Solve the quadratic assignment problem.
This function solves the Quadratic Assignment Problem (QAP) and the
Graph Matching Problem through an implementation of the Fast
Approximate QAP Algorithm (FAQ) (these two problems are the same up
to a sign change) [1]_.
Quadratic Assignment solves problems of the following form:
.. math::
\min_P & \ {\ \text{trace}(APB^T P^T)}\\
\mbox{s.t. } & {P \ \epsilon \ \mathcal{P}}\\
where :math:`\mathcal{P}` is the set of all permutation matrices,
and :math:`A` and :math:`B` are adjacency matrices.
This algorithm can be thought of as finding an alignment of the
vertices of two graphs which minimizes the number of induced edge
disagreements, or, in the case of weighted graphs, the sum of squared
differences of edge weight disagreements. The option to add seeds
(known vertex correspondence between some nodes) is also available
[2]_.
Note that the quadratic assignment problem is NP-hard, is not
known to be solvable in polynomial time, and is computationally
intractable. Therefore, the results given are approximations,
not guaranteed to be exact solutions.
Parameters
----------
cost_matrix : 2d-array, square, non-negative
A square adjacency matrix. In this implementation, :math:`A` =
`cost-matrix` in the objective function above.
dist_matrix : 2d-array, square, non-negative
A square adjacency matrix. In this implementation, :math:`B` =
`dist-matrix` in the objective function above.

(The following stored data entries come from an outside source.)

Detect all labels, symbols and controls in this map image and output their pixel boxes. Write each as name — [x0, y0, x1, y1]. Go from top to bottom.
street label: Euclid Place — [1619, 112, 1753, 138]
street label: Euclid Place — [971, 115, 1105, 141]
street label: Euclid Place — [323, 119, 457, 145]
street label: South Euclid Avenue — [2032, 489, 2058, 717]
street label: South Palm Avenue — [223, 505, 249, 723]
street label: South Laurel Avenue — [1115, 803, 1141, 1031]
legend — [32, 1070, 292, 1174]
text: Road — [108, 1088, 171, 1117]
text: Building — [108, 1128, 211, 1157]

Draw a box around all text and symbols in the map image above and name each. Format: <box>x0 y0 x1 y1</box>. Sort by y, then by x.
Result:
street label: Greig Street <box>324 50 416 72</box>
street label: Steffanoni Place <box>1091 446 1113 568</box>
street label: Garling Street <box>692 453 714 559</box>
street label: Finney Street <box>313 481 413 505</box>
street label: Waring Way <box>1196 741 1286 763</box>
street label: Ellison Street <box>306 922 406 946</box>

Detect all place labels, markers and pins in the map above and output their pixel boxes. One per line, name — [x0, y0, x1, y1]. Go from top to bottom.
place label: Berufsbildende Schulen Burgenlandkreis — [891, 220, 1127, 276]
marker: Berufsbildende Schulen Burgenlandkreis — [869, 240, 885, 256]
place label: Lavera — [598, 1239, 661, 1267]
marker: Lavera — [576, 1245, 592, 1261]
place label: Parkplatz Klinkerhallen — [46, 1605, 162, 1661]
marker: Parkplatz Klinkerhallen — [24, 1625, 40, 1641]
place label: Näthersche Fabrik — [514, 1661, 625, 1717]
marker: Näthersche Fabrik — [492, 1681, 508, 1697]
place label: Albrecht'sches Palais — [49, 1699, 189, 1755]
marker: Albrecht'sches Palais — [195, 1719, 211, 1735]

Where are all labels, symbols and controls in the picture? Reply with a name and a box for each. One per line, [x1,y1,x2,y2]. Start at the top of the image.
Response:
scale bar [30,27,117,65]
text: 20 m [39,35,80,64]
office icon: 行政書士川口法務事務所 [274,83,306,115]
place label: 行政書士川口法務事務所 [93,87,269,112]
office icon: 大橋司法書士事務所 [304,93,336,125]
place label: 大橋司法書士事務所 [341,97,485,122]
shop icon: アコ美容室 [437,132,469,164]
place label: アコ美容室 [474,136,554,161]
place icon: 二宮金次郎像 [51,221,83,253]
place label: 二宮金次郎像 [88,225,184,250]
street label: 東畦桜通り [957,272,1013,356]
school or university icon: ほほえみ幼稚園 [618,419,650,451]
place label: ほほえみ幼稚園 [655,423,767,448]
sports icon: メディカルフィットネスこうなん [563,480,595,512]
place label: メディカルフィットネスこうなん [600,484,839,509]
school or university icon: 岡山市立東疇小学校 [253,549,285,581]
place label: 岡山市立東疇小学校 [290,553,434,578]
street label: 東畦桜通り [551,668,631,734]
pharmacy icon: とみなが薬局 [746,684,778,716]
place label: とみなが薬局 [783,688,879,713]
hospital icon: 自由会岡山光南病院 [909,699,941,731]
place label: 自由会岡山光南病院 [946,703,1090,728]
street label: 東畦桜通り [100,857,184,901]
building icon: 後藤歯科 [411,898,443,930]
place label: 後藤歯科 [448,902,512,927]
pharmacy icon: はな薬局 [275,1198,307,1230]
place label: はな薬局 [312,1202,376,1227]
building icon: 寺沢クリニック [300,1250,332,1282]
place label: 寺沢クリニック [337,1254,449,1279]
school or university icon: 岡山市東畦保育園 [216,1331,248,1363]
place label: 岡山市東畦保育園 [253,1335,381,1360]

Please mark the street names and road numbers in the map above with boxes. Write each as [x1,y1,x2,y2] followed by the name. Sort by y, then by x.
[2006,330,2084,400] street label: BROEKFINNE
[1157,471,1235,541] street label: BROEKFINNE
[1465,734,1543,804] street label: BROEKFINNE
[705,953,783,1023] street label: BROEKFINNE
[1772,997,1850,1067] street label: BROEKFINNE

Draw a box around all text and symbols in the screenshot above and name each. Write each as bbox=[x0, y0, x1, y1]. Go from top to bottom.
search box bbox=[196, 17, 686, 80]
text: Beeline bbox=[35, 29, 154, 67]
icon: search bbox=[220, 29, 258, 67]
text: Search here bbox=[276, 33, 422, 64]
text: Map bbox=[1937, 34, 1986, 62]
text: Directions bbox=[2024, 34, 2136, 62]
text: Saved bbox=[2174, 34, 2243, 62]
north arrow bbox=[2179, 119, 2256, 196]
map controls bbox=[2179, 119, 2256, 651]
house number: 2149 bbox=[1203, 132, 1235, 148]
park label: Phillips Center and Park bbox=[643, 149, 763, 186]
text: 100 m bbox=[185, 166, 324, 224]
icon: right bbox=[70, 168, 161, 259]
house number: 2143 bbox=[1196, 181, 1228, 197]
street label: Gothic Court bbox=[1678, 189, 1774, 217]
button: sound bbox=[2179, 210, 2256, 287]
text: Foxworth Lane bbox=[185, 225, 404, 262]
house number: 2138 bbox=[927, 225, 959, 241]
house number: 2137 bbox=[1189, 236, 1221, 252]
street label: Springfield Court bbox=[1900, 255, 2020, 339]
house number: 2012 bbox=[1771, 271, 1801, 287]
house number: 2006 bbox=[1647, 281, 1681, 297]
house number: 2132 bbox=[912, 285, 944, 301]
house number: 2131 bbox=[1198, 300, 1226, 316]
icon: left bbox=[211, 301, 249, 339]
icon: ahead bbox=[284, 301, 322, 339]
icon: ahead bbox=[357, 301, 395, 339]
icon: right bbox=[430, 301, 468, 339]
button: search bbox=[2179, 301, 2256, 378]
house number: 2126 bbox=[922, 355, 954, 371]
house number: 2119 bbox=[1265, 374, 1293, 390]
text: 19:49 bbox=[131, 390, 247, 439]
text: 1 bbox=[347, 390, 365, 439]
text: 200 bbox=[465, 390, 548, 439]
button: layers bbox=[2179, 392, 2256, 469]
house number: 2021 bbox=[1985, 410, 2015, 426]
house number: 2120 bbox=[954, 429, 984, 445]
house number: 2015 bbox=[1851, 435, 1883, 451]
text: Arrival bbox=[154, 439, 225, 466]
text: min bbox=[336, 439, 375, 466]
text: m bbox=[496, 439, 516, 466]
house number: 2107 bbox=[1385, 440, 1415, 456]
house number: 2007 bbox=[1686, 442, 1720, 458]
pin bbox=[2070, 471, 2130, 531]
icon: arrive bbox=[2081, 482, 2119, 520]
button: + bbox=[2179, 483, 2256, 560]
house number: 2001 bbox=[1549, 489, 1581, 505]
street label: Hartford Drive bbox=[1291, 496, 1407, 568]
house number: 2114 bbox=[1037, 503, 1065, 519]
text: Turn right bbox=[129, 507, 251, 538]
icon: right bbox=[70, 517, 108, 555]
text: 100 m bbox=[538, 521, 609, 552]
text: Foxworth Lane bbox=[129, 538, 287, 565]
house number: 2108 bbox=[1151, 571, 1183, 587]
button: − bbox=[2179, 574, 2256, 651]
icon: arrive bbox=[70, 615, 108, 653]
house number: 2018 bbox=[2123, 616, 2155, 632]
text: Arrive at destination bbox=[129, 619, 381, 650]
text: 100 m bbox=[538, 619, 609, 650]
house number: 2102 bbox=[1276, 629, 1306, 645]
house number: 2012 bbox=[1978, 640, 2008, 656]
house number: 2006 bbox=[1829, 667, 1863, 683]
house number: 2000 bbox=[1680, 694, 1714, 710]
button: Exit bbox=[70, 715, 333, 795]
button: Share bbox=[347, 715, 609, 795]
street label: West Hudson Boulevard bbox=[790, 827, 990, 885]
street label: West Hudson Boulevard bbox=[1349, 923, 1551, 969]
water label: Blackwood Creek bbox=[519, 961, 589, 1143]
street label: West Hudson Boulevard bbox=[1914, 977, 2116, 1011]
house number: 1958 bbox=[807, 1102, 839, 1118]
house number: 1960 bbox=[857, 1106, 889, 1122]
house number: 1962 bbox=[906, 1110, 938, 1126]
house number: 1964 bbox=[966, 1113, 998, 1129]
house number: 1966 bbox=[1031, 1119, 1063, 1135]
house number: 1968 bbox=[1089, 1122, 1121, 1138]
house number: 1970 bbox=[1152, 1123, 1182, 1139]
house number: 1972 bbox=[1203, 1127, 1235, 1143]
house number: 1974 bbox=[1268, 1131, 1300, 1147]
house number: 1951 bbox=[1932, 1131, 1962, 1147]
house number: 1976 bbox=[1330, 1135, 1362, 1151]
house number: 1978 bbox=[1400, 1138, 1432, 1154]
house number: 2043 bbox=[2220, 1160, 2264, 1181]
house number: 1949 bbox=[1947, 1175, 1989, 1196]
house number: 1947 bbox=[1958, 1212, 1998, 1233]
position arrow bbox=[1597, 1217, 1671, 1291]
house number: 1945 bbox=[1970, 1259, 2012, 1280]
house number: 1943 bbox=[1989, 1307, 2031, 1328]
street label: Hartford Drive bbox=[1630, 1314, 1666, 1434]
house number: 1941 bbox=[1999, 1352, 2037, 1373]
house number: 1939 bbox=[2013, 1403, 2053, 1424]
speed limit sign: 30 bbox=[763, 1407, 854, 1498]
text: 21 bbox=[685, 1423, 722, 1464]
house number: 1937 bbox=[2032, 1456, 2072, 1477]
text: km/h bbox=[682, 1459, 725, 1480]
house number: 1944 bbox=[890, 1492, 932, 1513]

partial_match : 2d-array, optional, (default = None)
Allows the user apply a seed, fixing part of the matching between
the two adjacency matrices.
For column 1, each entry is an index of a node in `cost_matrix`.
For column 2, each entry is an index of a node in `dist_matrix`.
The elements of ``seed[:, 0]`` and ``seed[:, 1]`` are vertices
which are known to be matched, that is, ``seed[i, 0]`` is matched to
vertex ``seed[i, 1]``. Array shape ``(m , 2)`` where ``m <= number of
nodes``.
maximize : bool (default = False)
Gives users the option to solve the Graph Matching Problem (GMP)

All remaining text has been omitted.